TRY IT
Locate every line in the records below that contains the word "Doyen", and copy each one.

*** RECORDS TO USE ***

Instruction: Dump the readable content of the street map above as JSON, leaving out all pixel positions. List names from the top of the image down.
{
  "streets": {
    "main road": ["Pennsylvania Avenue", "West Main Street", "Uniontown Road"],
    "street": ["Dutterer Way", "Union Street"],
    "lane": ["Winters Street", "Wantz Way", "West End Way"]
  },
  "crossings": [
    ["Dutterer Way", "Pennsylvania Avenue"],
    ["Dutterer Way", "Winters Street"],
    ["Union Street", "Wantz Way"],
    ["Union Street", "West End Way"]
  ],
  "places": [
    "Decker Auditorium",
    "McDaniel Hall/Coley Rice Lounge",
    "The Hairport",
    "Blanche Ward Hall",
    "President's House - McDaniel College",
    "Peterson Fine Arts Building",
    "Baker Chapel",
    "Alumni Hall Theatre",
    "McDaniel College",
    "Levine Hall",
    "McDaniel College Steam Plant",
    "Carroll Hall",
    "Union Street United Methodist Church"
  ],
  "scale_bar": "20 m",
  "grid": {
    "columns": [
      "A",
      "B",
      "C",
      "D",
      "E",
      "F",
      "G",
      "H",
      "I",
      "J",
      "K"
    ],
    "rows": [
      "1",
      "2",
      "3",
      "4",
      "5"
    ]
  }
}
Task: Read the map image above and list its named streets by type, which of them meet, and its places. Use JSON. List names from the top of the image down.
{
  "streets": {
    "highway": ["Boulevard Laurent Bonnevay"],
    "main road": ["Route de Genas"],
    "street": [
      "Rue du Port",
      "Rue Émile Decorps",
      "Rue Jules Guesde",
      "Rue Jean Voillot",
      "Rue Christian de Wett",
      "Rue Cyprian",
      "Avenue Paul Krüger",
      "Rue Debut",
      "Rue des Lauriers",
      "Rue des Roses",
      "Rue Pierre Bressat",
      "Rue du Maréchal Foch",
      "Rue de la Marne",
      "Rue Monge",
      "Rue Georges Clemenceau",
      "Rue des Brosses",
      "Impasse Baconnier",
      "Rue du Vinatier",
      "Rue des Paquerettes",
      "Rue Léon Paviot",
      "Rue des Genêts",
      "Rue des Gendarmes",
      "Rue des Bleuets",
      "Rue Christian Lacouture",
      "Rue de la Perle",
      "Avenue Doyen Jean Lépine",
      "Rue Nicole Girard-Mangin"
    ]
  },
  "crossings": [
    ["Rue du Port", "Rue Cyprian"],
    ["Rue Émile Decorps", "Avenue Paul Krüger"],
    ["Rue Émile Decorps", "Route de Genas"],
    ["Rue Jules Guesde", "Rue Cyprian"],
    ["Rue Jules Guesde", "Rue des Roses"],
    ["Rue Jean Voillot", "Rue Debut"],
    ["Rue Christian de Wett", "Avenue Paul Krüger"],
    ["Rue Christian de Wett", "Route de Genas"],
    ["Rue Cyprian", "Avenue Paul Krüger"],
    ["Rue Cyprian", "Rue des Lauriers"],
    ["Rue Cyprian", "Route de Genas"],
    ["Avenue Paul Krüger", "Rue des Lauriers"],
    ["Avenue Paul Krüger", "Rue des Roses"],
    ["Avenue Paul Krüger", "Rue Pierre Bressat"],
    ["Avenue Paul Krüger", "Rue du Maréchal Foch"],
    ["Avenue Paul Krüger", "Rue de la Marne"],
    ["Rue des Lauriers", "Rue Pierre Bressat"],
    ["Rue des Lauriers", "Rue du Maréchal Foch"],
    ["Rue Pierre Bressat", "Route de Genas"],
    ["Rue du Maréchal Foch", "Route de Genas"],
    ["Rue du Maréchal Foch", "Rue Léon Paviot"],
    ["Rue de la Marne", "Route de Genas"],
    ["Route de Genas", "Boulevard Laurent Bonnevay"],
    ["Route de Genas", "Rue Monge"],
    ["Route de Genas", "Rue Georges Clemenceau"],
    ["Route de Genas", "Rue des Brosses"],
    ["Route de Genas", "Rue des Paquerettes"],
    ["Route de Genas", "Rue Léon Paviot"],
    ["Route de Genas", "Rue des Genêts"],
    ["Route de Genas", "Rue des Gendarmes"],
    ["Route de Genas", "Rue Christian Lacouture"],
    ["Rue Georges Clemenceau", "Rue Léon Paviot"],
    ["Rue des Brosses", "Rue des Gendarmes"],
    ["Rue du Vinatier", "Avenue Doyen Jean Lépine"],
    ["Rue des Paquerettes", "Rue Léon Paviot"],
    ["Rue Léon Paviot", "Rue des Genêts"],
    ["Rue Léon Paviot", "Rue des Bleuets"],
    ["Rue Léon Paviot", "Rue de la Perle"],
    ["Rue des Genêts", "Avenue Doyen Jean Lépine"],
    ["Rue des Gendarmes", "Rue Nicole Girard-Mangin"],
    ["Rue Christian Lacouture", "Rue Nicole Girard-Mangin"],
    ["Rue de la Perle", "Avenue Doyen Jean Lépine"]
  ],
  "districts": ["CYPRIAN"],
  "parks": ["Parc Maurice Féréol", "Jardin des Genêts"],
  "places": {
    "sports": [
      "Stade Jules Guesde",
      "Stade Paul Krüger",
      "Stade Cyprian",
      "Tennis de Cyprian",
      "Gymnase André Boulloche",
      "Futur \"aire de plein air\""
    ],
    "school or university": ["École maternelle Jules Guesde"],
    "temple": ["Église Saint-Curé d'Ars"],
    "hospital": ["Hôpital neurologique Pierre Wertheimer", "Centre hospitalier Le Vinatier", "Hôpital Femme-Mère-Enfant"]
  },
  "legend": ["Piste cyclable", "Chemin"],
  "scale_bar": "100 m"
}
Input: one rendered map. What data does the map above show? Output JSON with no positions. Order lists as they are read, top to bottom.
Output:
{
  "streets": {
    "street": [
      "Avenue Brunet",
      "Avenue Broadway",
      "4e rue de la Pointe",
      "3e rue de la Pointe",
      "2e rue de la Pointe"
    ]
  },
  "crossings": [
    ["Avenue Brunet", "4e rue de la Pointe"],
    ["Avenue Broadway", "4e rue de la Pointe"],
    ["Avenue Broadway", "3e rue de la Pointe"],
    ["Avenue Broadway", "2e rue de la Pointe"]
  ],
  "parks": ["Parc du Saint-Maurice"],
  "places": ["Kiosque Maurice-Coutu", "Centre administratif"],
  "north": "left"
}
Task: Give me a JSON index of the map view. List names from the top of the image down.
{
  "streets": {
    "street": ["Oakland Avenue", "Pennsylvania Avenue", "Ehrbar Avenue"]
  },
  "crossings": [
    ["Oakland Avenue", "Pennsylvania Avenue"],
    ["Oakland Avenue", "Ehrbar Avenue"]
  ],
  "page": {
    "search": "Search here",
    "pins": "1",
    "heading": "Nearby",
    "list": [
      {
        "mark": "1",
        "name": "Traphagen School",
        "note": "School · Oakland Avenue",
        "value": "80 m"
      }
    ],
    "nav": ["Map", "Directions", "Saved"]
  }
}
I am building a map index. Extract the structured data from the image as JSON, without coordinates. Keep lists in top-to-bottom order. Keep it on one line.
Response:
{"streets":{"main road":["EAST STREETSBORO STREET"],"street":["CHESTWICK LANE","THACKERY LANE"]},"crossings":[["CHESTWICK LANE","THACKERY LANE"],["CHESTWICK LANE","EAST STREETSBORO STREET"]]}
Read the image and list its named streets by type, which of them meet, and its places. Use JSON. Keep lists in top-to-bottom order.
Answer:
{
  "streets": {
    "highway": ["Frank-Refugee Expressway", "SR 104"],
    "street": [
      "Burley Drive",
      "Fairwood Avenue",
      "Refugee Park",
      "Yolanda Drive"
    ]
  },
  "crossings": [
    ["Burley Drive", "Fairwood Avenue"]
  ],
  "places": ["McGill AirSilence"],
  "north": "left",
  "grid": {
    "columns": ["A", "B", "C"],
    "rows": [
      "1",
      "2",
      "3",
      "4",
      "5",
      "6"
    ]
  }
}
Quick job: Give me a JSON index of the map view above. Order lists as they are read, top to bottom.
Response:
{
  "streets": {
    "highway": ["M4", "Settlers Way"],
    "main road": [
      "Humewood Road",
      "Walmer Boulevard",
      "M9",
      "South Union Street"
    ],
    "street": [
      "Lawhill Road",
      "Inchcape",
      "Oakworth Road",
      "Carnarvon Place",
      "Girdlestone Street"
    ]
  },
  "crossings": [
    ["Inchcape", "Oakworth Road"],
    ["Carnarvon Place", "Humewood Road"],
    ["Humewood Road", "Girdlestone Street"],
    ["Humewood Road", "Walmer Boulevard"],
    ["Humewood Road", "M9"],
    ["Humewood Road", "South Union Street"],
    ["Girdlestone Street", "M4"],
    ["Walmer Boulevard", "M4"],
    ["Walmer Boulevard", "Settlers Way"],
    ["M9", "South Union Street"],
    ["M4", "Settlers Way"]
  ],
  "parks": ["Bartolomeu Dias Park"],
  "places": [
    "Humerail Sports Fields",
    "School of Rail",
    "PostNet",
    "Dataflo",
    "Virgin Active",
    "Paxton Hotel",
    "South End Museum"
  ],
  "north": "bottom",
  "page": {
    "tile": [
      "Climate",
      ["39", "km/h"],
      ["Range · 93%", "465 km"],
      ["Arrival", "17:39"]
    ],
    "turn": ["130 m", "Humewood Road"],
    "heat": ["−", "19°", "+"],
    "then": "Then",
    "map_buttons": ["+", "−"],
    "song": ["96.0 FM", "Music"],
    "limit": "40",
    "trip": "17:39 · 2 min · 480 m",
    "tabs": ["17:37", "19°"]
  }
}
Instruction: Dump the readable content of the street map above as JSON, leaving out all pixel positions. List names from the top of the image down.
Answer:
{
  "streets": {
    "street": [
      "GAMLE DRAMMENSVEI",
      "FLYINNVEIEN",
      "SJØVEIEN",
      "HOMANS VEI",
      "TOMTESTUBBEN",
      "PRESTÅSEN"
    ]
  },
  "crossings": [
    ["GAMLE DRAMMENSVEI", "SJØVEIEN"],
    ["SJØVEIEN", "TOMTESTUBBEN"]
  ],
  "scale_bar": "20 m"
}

*** End of RECORDS TO USE ***

ANSWER AREA
      "Avenue Doyen Jean Lépine",
    ["Rue du Vinatier", "Avenue Doyen Jean Lépine"],
    ["Rue des Genêts", "Avenue Doyen Jean Lépine"],
    ["Rue de la Perle", "Avenue Doyen Jean Lépine"]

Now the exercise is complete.